For a bill to pass out of a House or Senate committee, it must get enough votes. Last week’s quiz focused on how many and what kind of votes were enough. Eleven “Yes” votes are needed in a House committee and five “Yes” votes are needed in a Senate committee for a bill to pass to the next level toward becoming a law. How are these votes taken? Are they recorded? And how can voters know how their representatives vote on a bill in committee?
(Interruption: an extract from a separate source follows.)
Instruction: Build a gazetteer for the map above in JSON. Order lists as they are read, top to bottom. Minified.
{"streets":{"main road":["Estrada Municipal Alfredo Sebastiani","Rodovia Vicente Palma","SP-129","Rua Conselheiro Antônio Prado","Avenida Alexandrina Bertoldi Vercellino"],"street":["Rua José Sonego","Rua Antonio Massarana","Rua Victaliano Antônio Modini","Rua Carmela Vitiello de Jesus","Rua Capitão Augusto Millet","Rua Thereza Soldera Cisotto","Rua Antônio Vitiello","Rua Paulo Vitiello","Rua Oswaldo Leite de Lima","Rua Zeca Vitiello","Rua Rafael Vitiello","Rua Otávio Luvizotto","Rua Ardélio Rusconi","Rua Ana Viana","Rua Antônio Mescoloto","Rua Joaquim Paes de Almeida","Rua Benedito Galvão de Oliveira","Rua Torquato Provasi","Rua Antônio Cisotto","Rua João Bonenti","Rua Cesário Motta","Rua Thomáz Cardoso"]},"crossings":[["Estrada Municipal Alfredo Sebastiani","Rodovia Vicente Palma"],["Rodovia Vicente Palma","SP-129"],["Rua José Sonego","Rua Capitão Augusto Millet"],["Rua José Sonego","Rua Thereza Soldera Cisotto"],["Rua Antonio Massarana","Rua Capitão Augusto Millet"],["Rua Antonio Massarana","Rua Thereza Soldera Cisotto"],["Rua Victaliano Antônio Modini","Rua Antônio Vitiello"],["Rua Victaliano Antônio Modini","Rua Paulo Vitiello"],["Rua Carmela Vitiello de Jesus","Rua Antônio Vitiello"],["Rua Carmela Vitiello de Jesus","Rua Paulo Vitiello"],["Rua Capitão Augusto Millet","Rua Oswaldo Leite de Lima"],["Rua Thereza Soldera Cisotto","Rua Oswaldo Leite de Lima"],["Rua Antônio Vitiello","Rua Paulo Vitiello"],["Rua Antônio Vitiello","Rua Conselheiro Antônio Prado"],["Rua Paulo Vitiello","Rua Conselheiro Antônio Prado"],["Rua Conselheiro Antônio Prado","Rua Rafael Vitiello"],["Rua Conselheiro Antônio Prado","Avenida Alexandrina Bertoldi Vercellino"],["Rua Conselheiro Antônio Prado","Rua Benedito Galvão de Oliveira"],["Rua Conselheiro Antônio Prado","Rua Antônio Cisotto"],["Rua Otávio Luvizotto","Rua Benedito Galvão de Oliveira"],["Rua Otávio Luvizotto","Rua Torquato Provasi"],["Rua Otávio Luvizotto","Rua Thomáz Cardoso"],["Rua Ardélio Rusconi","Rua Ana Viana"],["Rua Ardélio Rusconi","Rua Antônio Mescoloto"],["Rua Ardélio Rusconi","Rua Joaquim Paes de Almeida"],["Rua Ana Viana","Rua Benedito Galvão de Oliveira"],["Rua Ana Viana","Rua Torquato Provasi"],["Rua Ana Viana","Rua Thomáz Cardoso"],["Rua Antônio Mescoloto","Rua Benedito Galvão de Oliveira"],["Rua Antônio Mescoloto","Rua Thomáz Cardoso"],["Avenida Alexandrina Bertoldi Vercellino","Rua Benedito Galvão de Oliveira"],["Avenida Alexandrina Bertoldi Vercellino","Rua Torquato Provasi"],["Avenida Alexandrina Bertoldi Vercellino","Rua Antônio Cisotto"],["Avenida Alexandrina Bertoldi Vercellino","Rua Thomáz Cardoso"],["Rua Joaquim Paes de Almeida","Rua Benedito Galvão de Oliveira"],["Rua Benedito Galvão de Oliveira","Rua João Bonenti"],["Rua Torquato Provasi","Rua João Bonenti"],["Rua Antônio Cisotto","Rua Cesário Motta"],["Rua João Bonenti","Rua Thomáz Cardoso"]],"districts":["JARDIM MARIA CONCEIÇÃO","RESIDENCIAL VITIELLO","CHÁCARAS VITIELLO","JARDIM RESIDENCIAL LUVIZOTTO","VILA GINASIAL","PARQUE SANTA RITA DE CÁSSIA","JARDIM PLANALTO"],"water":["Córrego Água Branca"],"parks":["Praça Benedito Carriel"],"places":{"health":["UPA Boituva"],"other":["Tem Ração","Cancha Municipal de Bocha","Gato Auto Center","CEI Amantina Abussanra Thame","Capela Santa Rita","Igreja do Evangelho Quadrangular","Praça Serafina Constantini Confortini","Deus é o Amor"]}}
In summary, the vast majority of bills are voted on with a “voice” vote only with no record made of how a committee member votes. On a “voice” vote the chairman of the committee will ask, “All those in favor say ‘Aye'” and “Those opposed say, “Nay”. Members then state their votes aloud. Some legislators remain silent, leave the room, or were absent that day if they do not want to vote on the bill. Upon hearing the audible vote, it is then left to the discretion of the chairman to judge whether he heard the required number ( 11 or 5 respectively) “Yes” votes to pass the bill. The only time a record of voting is made is when a member of the committee specifically asks to “roll call” the vote. This is done to challenge the “decision” of the chairman. Upon a member asking to roll call the vote, each member in the committee goes on the record with a “yes,” “no”, “present,” or “non-voting” which becomes public record. Roll calling a vote removes chairman discretion and assures a bill is passed with the legally required number of “Yes” votes.
Since the vast majority of votes are never roll called or otherwise recorded, it may be impossible to learn how your legislator voted in committee. There is a video recording of most House committee meetings. However no videos are made of Senate committees. Using video review or your personal attendance at a meeting may be the only way to know how or even if your legislator voted unless there was a roll call.